--- Material for this exercise Enclosed Below ---

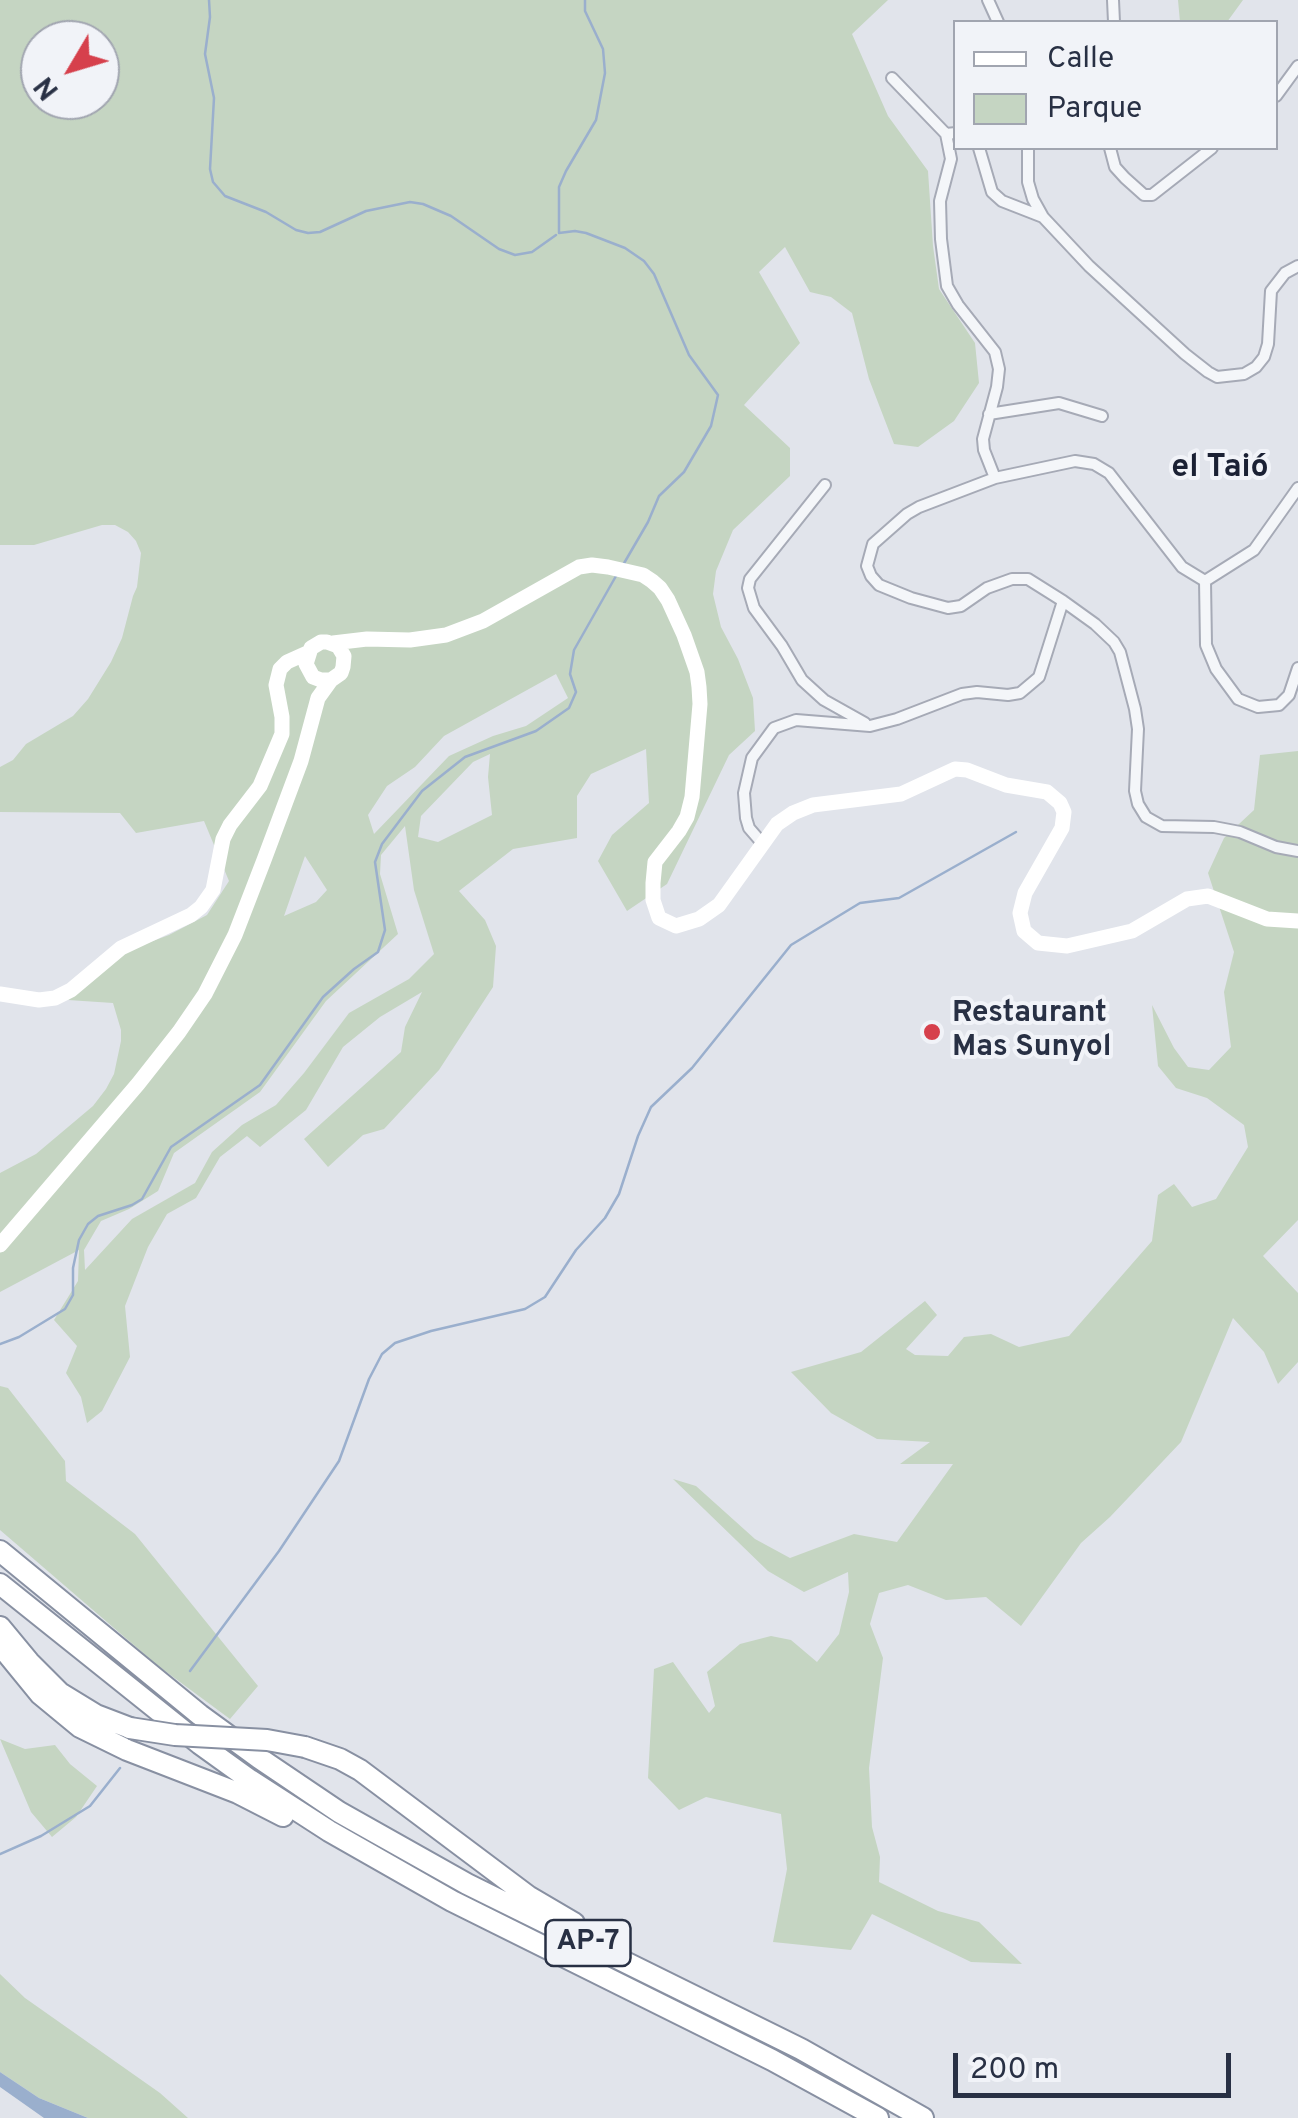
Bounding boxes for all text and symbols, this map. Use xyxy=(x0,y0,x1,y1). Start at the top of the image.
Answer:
north arrow xyxy=(20,20,120,120)
legend xyxy=(953,20,1278,150)
text: Calle xyxy=(1047,41,1114,78)
text: N xyxy=(28,68,68,106)
text: Parque xyxy=(1047,91,1142,128)
district label: el Taió xyxy=(1171,451,1269,489)
place label: Restaurant Mas Sunyol xyxy=(952,997,1111,1068)
marker: Restaurant Mas Sunyol xyxy=(921,1021,943,1043)
road number: AP-7 xyxy=(546,1920,630,1966)
scale bar xyxy=(958,2033,1236,2095)
text: 200 m xyxy=(970,2052,1059,2089)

--- End of Enclosed Material for this exercise ---

• Your assignment
Line by line, restate the data above exactly as it stands, minus the pictures.

• Written response
Bounding boxes for all text and symbols, this map. Use xyxy=(x0,y0,x1,y1). Start at the top of the image.
Answer:
north arrow xyxy=(20,20,120,120)
legend xyxy=(953,20,1278,150)
text: Calle xyxy=(1047,41,1114,78)
text: N xyxy=(28,68,68,106)
text: Parque xyxy=(1047,91,1142,128)
district label: el Taió xyxy=(1171,451,1269,489)
place label: Restaurant Mas Sunyol xyxy=(952,997,1111,1068)
marker: Restaurant Mas Sunyol xyxy=(921,1021,943,1043)
road number: AP-7 xyxy=(546,1920,630,1966)
scale bar xyxy=(958,2033,1236,2095)
text: 200 m xyxy=(970,2052,1059,2089)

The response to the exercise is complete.